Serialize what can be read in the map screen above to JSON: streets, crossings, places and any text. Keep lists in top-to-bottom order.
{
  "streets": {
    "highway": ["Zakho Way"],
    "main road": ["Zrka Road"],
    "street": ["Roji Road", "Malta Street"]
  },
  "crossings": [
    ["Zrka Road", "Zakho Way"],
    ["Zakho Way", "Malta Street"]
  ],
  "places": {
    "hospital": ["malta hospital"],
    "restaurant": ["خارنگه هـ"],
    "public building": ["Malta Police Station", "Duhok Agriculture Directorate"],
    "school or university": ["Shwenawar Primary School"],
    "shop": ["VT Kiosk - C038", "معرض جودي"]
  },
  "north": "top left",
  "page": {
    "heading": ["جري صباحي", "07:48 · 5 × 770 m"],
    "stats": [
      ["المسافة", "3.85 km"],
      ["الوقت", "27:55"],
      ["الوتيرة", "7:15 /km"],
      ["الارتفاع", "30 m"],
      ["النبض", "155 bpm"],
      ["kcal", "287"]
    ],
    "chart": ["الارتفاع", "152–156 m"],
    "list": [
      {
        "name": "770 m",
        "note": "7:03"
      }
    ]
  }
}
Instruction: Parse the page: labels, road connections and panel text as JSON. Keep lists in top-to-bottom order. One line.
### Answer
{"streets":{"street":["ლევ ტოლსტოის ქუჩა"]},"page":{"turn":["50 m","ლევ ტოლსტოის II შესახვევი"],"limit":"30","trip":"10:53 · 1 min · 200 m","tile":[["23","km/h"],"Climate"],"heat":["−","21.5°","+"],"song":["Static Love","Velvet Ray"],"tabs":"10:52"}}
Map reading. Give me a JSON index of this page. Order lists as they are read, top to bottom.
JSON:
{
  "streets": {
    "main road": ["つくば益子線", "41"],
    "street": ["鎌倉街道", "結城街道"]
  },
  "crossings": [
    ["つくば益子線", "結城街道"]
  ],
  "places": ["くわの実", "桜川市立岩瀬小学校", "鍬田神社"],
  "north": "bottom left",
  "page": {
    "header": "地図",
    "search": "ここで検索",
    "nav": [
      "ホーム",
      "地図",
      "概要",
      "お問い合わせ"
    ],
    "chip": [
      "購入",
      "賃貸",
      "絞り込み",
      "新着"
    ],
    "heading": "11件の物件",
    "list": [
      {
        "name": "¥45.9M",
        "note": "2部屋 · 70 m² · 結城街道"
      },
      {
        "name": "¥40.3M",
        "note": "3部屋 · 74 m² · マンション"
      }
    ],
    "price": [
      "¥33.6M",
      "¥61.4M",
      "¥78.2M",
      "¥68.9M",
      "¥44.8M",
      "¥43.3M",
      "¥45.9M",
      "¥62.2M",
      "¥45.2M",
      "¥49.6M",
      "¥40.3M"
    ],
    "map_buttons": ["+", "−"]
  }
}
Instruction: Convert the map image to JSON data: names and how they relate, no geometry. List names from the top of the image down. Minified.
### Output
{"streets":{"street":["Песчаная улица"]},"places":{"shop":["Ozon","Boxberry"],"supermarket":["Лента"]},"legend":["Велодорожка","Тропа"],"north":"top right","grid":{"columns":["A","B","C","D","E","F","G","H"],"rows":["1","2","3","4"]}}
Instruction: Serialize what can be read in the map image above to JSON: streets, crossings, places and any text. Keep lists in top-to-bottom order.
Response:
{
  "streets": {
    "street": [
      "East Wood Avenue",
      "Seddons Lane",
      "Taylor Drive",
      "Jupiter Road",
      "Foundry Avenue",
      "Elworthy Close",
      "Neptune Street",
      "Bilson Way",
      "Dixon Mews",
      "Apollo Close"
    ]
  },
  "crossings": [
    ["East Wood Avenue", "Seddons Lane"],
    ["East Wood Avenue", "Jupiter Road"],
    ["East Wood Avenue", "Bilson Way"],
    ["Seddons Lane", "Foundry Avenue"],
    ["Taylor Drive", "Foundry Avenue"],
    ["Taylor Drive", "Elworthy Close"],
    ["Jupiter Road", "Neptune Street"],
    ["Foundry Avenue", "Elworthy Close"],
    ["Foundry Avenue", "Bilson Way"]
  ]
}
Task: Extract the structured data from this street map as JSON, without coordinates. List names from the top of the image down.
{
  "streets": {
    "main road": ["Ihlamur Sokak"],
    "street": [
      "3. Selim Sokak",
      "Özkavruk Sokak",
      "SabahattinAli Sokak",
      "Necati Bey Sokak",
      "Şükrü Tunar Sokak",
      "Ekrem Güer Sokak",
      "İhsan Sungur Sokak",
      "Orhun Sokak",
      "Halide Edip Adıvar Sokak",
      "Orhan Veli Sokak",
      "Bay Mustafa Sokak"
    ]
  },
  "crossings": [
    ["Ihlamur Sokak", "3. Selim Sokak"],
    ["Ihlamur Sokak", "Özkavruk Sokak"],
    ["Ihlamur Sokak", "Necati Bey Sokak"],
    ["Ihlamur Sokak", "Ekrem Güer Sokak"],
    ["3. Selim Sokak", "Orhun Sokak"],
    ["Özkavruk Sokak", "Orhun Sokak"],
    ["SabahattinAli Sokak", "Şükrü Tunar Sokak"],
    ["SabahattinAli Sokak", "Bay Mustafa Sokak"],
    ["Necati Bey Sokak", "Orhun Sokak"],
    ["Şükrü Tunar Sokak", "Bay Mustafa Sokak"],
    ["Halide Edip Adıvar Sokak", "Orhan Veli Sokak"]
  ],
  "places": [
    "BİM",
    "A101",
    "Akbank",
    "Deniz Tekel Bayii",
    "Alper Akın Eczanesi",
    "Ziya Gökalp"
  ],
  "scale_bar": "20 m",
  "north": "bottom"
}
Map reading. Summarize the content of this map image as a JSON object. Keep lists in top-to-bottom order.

**Exercise prompt:**
Pull out every line holding "they" from the records above, and copy it.

**Problem solution:**
Map reading. Give me a JSON index of this page. Order lists as they are read, top to bottom.
Instruction: Convert the map image to JSON data: names and how they relate, no geometry. List names from the top of the image down. Minified.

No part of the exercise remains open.